About this exercise.
Search the entries for the word "lane". Copy every line where it turns up.

:: Data for this task

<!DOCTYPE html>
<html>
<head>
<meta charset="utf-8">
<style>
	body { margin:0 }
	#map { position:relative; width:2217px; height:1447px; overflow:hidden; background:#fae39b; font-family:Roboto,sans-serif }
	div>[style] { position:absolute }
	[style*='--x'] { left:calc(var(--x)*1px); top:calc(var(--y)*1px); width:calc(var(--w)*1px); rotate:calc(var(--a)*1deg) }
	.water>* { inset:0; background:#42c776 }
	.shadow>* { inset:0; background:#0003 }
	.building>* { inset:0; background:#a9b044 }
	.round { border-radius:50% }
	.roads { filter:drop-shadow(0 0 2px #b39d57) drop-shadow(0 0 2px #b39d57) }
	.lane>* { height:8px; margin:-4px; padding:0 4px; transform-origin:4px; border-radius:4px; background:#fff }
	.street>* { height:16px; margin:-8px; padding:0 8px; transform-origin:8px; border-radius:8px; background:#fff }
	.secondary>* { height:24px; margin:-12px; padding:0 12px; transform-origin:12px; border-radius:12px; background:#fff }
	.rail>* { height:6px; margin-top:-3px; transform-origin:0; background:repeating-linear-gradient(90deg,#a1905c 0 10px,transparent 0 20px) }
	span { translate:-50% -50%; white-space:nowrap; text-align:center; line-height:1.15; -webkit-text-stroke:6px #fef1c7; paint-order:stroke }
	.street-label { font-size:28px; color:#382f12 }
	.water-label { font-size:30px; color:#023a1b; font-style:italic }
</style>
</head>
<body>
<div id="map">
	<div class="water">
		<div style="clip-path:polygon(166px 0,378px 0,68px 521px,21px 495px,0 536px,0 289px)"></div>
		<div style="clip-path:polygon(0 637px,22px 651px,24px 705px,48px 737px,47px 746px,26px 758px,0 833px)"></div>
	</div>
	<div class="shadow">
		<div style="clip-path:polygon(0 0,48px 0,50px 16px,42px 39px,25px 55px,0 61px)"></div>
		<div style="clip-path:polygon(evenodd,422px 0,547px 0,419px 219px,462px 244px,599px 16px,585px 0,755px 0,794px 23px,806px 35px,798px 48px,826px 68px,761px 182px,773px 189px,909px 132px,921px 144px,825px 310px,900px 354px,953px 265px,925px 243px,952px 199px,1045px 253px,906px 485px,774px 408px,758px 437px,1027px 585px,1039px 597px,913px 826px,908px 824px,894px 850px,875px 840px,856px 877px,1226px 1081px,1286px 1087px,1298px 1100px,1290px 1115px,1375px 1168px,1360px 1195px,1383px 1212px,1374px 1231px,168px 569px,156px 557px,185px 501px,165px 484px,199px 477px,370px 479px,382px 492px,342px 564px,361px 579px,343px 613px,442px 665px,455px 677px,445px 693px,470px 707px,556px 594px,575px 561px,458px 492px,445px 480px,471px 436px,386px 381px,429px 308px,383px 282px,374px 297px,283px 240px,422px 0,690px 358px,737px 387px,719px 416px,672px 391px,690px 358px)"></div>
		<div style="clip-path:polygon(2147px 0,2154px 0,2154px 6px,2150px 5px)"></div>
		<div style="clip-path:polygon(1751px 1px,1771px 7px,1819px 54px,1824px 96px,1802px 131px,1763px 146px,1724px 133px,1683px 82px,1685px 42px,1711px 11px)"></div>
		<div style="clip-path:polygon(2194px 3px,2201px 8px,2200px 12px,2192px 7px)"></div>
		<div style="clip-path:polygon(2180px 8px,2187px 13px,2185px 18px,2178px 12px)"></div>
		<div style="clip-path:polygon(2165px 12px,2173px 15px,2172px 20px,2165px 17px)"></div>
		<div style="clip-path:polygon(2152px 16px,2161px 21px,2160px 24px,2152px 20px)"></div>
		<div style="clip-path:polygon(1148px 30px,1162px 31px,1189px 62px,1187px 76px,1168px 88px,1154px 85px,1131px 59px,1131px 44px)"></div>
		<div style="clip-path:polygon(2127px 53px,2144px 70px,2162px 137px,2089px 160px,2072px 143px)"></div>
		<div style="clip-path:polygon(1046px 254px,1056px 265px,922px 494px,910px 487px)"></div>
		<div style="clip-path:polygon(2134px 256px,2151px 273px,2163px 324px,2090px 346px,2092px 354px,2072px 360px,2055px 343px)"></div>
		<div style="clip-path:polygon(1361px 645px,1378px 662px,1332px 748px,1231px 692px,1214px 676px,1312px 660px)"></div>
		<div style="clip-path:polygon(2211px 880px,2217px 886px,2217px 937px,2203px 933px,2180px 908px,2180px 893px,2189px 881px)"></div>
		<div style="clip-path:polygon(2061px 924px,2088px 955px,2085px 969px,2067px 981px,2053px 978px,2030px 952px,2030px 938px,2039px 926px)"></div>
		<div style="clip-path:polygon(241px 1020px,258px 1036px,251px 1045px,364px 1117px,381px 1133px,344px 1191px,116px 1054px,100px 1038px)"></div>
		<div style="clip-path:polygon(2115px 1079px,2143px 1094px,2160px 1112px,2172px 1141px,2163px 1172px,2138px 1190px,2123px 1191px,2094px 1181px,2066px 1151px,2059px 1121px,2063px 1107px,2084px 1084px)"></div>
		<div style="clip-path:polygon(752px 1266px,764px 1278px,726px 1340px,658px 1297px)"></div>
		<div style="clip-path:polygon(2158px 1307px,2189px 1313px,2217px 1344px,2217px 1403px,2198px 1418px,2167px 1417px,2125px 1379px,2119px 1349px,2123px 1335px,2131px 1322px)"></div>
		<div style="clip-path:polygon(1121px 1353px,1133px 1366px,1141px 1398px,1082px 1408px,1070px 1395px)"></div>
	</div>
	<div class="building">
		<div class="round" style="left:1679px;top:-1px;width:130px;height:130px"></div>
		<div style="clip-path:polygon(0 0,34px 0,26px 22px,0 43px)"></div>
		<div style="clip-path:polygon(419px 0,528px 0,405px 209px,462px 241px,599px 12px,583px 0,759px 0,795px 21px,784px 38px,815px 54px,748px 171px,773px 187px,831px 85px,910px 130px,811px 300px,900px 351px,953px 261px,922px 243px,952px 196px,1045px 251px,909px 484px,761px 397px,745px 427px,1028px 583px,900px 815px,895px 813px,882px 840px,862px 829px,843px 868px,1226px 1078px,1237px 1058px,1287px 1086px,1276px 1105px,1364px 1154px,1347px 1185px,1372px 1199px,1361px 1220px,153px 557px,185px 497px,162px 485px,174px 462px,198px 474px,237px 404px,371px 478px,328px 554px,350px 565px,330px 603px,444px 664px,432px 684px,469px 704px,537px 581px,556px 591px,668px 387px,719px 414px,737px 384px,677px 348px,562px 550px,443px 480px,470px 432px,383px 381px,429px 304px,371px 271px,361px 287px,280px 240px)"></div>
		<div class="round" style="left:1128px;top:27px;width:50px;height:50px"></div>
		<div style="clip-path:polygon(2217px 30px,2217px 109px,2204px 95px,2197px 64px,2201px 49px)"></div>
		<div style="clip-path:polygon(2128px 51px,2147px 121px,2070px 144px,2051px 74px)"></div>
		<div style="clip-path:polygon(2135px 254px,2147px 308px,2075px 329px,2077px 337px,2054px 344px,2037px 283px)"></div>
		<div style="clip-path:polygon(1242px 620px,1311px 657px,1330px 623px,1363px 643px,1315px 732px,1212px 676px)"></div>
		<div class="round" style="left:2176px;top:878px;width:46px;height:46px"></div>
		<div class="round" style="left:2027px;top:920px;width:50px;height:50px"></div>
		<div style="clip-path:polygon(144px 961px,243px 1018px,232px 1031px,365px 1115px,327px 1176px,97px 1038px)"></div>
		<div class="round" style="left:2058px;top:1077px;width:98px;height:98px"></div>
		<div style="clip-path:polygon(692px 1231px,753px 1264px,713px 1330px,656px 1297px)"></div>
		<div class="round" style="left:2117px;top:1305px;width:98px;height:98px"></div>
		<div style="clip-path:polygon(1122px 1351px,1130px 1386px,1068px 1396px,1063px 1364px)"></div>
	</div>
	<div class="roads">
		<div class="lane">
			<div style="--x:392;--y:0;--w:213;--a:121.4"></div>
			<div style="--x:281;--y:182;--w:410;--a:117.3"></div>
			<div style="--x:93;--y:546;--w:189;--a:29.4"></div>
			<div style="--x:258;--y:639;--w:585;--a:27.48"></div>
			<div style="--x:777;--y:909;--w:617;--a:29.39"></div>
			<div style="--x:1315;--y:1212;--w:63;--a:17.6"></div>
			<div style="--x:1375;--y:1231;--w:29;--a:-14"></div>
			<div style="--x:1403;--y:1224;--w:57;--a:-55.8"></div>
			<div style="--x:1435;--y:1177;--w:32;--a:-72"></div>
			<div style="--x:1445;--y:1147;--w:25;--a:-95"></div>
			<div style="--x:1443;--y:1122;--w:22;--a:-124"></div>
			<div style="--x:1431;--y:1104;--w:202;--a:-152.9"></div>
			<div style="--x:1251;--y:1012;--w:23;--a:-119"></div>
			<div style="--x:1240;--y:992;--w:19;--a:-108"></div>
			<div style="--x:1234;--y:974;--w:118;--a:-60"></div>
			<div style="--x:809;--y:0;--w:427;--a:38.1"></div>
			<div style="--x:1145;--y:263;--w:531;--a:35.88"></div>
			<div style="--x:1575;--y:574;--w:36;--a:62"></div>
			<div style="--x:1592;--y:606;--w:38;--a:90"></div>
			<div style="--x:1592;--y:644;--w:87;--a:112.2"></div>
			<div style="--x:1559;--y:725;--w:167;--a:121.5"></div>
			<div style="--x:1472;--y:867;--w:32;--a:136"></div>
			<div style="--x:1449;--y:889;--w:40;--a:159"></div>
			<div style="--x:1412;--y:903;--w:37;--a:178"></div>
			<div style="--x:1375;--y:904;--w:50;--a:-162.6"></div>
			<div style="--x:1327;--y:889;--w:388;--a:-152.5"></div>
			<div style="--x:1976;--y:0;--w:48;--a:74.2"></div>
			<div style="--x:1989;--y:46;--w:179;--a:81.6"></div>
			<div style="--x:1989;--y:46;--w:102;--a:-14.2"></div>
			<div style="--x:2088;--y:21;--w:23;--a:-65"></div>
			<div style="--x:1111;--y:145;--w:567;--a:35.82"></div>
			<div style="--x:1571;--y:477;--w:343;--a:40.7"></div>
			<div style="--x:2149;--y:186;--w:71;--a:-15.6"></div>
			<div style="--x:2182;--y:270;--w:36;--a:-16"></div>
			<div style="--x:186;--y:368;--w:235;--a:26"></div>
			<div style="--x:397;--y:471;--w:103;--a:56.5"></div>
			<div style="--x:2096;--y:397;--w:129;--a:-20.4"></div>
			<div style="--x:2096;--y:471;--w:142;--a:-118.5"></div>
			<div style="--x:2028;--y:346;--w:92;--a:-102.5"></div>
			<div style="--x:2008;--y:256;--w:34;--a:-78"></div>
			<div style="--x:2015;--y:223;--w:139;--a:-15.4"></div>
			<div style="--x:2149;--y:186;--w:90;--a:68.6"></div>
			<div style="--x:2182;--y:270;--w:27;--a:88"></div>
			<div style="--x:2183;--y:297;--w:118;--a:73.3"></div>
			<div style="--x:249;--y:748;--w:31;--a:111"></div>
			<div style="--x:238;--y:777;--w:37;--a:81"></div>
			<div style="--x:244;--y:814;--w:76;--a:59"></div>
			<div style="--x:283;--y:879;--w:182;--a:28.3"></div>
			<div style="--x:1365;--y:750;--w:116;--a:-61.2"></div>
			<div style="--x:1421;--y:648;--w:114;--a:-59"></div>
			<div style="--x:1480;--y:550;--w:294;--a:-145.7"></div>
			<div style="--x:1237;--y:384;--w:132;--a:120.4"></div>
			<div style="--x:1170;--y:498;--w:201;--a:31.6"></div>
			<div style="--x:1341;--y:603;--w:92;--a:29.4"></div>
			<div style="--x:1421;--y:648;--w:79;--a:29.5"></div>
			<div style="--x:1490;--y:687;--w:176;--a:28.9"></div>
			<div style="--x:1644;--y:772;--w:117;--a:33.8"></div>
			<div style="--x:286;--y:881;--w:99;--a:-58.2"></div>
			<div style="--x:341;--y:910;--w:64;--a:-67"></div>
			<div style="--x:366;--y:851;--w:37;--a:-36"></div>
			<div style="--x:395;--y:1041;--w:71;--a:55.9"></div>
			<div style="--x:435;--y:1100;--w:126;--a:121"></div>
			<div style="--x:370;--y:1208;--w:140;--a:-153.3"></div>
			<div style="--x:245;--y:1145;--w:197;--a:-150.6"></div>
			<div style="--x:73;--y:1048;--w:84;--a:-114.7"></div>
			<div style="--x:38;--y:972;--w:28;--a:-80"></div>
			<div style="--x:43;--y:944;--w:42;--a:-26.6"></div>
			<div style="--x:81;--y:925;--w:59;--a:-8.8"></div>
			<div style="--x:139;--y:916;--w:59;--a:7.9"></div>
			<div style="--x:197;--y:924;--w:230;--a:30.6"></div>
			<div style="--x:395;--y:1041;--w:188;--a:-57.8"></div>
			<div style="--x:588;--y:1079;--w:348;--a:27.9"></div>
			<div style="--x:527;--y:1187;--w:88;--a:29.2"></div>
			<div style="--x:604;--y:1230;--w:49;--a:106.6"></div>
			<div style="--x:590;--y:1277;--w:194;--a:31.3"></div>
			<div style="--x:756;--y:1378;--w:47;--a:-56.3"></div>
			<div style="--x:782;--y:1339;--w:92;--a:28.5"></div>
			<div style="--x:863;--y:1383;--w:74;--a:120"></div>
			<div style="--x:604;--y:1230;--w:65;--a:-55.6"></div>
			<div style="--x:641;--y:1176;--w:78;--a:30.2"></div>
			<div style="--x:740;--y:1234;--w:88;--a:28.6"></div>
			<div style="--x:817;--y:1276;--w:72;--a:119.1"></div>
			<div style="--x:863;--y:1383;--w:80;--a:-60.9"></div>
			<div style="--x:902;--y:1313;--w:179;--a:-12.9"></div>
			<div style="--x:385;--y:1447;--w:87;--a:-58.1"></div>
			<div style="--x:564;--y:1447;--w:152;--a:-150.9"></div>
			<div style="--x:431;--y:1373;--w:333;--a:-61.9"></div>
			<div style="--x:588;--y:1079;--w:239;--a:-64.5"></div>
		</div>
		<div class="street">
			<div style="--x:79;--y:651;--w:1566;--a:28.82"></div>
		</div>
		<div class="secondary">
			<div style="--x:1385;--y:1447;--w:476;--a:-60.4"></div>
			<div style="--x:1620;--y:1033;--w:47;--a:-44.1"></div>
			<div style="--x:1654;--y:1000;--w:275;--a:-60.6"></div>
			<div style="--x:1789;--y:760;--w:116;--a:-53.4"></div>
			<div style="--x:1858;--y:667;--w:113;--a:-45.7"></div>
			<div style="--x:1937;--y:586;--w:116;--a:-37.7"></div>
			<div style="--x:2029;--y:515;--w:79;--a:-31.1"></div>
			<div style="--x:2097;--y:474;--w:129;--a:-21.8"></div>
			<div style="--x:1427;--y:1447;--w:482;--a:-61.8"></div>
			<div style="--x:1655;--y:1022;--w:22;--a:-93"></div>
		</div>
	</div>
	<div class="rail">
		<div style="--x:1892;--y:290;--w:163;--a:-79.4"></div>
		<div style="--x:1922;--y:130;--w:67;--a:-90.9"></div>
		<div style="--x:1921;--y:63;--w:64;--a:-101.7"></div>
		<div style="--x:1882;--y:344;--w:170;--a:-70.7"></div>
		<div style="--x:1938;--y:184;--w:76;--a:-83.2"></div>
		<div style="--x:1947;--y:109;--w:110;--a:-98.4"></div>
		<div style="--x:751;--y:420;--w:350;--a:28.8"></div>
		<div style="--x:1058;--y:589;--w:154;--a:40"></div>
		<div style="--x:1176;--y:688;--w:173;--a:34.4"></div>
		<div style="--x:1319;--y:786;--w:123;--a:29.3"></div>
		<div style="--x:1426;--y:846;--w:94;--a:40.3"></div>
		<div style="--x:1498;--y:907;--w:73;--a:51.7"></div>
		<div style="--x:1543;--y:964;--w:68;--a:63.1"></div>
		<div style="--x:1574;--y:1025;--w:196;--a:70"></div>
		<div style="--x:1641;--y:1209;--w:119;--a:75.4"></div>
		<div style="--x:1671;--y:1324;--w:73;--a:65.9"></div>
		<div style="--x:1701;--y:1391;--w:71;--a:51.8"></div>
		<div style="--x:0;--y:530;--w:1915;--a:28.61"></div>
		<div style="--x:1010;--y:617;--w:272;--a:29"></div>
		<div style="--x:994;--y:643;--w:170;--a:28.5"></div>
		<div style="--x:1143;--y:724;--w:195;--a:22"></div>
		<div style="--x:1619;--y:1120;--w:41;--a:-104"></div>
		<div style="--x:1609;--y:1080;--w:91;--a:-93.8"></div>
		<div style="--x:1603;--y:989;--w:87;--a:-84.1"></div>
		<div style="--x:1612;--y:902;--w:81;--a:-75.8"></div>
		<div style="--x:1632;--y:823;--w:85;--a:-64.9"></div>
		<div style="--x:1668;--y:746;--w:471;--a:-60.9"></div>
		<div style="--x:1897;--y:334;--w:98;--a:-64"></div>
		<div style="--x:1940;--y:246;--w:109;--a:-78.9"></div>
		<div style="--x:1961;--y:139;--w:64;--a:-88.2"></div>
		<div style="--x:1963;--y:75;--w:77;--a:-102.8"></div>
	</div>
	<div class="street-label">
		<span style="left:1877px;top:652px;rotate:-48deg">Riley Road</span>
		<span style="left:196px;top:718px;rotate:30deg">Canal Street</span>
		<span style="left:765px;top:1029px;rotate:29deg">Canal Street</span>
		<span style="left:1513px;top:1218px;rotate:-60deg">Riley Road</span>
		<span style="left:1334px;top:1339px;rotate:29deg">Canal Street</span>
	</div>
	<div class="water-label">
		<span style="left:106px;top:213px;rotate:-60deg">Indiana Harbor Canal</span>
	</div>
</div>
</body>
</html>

::::

Written solution.
	.lane>* { height:8px; margin:-4px; padding:0 4px; transform-origin:4px; border-radius:4px; background:#fff }
		<div class="lane">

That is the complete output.